* _Entries taken from a collection_
+===+

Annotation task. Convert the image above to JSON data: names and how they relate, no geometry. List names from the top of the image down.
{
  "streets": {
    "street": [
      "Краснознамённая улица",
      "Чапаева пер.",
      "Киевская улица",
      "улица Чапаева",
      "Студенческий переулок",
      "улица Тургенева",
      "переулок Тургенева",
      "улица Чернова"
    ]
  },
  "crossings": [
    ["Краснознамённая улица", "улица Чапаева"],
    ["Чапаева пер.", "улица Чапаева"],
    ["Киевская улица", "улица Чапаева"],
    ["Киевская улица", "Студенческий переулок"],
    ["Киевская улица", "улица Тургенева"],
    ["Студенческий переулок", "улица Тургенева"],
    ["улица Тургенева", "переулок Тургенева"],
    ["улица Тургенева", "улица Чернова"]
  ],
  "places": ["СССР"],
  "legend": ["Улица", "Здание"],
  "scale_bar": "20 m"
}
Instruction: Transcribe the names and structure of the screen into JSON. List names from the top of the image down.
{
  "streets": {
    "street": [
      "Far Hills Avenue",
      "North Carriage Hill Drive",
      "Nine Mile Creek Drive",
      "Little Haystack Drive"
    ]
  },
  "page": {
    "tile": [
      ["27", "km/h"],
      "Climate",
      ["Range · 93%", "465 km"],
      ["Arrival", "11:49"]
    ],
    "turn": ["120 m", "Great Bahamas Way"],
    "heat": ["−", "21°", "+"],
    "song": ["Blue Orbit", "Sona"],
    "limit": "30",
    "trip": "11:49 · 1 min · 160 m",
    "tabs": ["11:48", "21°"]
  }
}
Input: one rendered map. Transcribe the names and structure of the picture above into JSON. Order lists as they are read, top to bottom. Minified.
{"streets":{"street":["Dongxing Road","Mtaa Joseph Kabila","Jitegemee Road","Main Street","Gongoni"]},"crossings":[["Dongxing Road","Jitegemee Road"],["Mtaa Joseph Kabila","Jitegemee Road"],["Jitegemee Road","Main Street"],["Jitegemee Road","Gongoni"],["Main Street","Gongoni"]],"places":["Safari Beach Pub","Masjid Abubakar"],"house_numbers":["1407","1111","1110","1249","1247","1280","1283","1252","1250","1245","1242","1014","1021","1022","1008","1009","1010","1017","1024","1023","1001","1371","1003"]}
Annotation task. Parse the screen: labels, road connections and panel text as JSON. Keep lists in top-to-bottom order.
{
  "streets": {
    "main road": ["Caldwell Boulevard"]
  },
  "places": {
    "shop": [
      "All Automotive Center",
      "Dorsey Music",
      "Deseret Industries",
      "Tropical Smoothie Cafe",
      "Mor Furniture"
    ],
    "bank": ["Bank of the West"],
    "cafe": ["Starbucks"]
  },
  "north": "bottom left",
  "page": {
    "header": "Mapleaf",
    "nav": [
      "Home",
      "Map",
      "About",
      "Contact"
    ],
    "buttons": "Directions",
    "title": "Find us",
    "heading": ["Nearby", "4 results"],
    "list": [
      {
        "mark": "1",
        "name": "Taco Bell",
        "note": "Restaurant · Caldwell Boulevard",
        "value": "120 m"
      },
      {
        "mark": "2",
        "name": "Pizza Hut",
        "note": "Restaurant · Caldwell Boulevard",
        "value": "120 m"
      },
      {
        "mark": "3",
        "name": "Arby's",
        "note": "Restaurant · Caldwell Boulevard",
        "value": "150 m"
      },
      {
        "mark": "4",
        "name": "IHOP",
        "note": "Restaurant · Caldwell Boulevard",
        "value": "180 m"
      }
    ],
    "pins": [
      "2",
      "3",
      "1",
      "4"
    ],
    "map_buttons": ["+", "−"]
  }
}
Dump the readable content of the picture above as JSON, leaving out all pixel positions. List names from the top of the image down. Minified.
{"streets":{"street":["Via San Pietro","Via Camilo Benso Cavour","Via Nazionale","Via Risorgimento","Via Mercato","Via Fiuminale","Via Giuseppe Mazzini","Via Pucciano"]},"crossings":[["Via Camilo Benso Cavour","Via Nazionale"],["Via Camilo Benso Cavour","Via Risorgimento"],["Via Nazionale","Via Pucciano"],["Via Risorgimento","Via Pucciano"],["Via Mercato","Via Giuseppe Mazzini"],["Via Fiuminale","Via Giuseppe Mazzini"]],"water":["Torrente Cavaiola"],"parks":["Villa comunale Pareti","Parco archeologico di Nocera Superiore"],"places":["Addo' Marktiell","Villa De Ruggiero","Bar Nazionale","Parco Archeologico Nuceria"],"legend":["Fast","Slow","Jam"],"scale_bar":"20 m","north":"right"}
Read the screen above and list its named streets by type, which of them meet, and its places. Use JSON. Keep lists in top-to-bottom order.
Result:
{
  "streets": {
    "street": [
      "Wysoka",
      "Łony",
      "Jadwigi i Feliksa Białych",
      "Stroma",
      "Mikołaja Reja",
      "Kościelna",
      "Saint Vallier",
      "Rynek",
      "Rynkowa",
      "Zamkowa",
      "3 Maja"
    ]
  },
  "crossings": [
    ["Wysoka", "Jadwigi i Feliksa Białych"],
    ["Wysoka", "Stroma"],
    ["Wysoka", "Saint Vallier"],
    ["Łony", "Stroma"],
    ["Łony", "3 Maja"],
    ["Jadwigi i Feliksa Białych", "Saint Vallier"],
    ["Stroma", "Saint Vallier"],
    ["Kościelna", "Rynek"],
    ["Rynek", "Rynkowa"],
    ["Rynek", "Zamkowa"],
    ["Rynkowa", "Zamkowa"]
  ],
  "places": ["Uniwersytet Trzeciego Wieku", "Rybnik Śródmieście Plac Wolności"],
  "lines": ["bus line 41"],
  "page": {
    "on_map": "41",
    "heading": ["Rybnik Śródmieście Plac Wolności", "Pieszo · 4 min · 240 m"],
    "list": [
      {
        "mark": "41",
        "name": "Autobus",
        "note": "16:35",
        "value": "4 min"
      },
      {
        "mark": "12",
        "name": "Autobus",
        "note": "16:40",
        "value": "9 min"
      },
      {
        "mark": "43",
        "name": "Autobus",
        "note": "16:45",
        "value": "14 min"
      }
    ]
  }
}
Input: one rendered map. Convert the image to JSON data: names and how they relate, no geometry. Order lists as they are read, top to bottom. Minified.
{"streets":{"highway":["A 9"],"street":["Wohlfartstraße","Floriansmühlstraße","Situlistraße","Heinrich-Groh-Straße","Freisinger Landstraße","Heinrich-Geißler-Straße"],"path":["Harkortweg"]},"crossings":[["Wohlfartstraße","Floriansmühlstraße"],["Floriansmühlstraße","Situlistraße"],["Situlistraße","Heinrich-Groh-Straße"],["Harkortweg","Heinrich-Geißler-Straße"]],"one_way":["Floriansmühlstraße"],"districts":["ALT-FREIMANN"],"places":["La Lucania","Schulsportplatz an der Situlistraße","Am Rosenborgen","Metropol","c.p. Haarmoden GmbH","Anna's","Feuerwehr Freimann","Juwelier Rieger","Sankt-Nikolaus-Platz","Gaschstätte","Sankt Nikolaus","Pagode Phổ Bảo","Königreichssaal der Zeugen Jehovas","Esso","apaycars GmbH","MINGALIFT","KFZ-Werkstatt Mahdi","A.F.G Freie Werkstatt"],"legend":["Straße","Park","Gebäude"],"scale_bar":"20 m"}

+===+

* _Your objective_
Line by line, reproduce the data above exactly.

* _Answer_
Annotation task. Convert the image above to JSON data: names and how they relate, no geometry. List names from the top of the image down.
{
  "streets": {
    "street": [
      "Краснознамённая улица",
      "Чапаева пер.",
      "Киевская улица",
      "улица Чапаева",
      "Студенческий переулок",
      "улица Тургенева",
      "переулок Тургенева",
      "улица Чернова"
    ]
  },
  "crossings": [
    ["Краснознамённая улица", "улица Чапаева"],
    ["Чапаева пер.", "улица Чапаева"],
    ["Киевская улица", "улица Чапаева"],
    ["Киевская улица", "Студенческий переулок"],
    ["Киевская улица", "улица Тургенева"],
    ["Студенческий переулок", "улица Тургенева"],
    ["улица Тургенева", "переулок Тургенева"],
    ["улица Тургенева", "улица Чернова"]
  ],
  "places": ["СССР"],
  "legend": ["Улица", "Здание"],
  "scale_bar": "20 m"
}
Instruction: Transcribe the names and structure of the screen into JSON. List names from the top of the image down.
{
  "streets": {
    "street": [
      "Far Hills Avenue",
      "North Carriage Hill Drive",
      "Nine Mile Creek Drive",
      "Little Haystack Drive"
    ]
  },
  "page": {
    "tile": [
      ["27", "km/h"],
      "Climate",
      ["Range · 93%", "465 km"],
      ["Arrival", "11:49"]
    ],
    "turn": ["120 m", "Great Bahamas Way"],
    "heat": ["−", "21°", "+"],
    "song": ["Blue Orbit", "Sona"],
    "limit": "30",
    "trip": "11:49 · 1 min · 160 m",
    "tabs": ["11:48", "21°"]
  }
}
Input: one rendered map. Transcribe the names and structure of the picture above into JSON. Order lists as they are read, top to bottom. Minified.
{"streets":{"street":["Dongxing Road","Mtaa Joseph Kabila","Jitegemee Road","Main Street","Gongoni"]},"crossings":[["Dongxing Road","Jitegemee Road"],["Mtaa Joseph Kabila","Jitegemee Road"],["Jitegemee Road","Main Street"],["Jitegemee Road","Gongoni"],["Main Street","Gongoni"]],"places":["Safari Beach Pub","Masjid Abubakar"],"house_numbers":["1407","1111","1110","1249","1247","1280","1283","1252","1250","1245","1242","1014","1021","1022","1008","1009","1010","1017","1024","1023","1001","1371","1003"]}
Annotation task. Parse the screen: labels, road connections and panel text as JSON. Keep lists in top-to-bottom order.
{
  "streets": {
    "main road": ["Caldwell Boulevard"]
  },
  "places": {
    "shop": [
      "All Automotive Center",
      "Dorsey Music",
      "Deseret Industries",
      "Tropical Smoothie Cafe",
      "Mor Furniture"
    ],
    "bank": ["Bank of the West"],
    "cafe": ["Starbucks"]
  },
  "north": "bottom left",
  "page": {
    "header": "Mapleaf",
    "nav": [
      "Home",
      "Map",
      "About",
      "Contact"
    ],
    "buttons": "Directions",
    "title": "Find us",
    "heading": ["Nearby", "4 results"],
    "list": [
      {
        "mark": "1",
        "name": "Taco Bell",
        "note": "Restaurant · Caldwell Boulevard",
        "value": "120 m"
      },
      {
        "mark": "2",
        "name": "Pizza Hut",
        "note": "Restaurant · Caldwell Boulevard",
        "value": "120 m"
      },
      {
        "mark": "3",
        "name": "Arby's",
        "note": "Restaurant · Caldwell Boulevard",
        "value": "150 m"
      },
      {
        "mark": "4",
        "name": "IHOP",
        "note": "Restaurant · Caldwell Boulevard",
        "value": "180 m"
      }
    ],
    "pins": [
      "2",
      "3",
      "1",
      "4"
    ],
    "map_buttons": ["+", "−"]
  }
}
Dump the readable content of the picture above as JSON, leaving out all pixel positions. List names from the top of the image down. Minified.
{"streets":{"street":["Via San Pietro","Via Camilo Benso Cavour","Via Nazionale","Via Risorgimento","Via Mercato","Via Fiuminale","Via Giuseppe Mazzini","Via Pucciano"]},"crossings":[["Via Camilo Benso Cavour","Via Nazionale"],["Via Camilo Benso Cavour","Via Risorgimento"],["Via Nazionale","Via Pucciano"],["Via Risorgimento","Via Pucciano"],["Via Mercato","Via Giuseppe Mazzini"],["Via Fiuminale","Via Giuseppe Mazzini"]],"water":["Torrente Cavaiola"],"parks":["Villa comunale Pareti","Parco archeologico di Nocera Superiore"],"places":["Addo' Marktiell","Villa De Ruggiero","Bar Nazionale","Parco Archeologico Nuceria"],"legend":["Fast","Slow","Jam"],"scale_bar":"20 m","north":"right"}
Read the screen above and list its named streets by type, which of them meet, and its places. Use JSON. Keep lists in top-to-bottom order.
Result:
{
  "streets": {
    "street": [
      "Wysoka",
      "Łony",
      "Jadwigi i Feliksa Białych",
      "Stroma",
      "Mikołaja Reja",
      "Kościelna",
      "Saint Vallier",
      "Rynek",
      "Rynkowa",
      "Zamkowa",
      "3 Maja"
    ]
  },
  "crossings": [
    ["Wysoka", "Jadwigi i Feliksa Białych"],
    ["Wysoka", "Stroma"],
    ["Wysoka", "Saint Vallier"],
    ["Łony", "Stroma"],
    ["Łony", "3 Maja"],
    ["Jadwigi i Feliksa Białych", "Saint Vallier"],
    ["Stroma", "Saint Vallier"],
    ["Kościelna", "Rynek"],
    ["Rynek", "Rynkowa"],
    ["Rynek", "Zamkowa"],
    ["Rynkowa", "Zamkowa"]
  ],
  "places": ["Uniwersytet Trzeciego Wieku", "Rybnik Śródmieście Plac Wolności"],
  "lines": ["bus line 41"],
  "page": {
    "on_map": "41",
    "heading": ["Rybnik Śródmieście Plac Wolności", "Pieszo · 4 min · 240 m"],
    "list": [
      {
        "mark": "41",
        "name": "Autobus",
        "note": "16:35",
        "value": "4 min"
      },
      {
        "mark": "12",
        "name": "Autobus",
        "note": "16:40",
        "value": "9 min"
      },
      {
        "mark": "43",
        "name": "Autobus",
        "note": "16:45",
        "value": "14 min"
      }
    ]
  }
}
Input: one rendered map. Convert the image to JSON data: names and how they relate, no geometry. Order lists as they are read, top to bottom. Minified.
{"streets":{"highway":["A 9"],"street":["Wohlfartstraße","Floriansmühlstraße","Situlistraße","Heinrich-Groh-Straße","Freisinger Landstraße","Heinrich-Geißler-Straße"],"path":["Harkortweg"]},"crossings":[["Wohlfartstraße","Floriansmühlstraße"],["Floriansmühlstraße","Situlistraße"],["Situlistraße","Heinrich-Groh-Straße"],["Harkortweg","Heinrich-Geißler-Straße"]],"one_way":["Floriansmühlstraße"],"districts":["ALT-FREIMANN"],"places":["La Lucania","Schulsportplatz an der Situlistraße","Am Rosenborgen","Metropol","c.p. Haarmoden GmbH","Anna's","Feuerwehr Freimann","Juwelier Rieger","Sankt-Nikolaus-Platz","Gaschstätte","Sankt Nikolaus","Pagode Phổ Bảo","Königreichssaal der Zeugen Jehovas","Esso","apaycars GmbH","MINGALIFT","KFZ-Werkstatt Mahdi","A.F.G Freie Werkstatt"],"legend":["Straße","Park","Gebäude"],"scale_bar":"20 m"}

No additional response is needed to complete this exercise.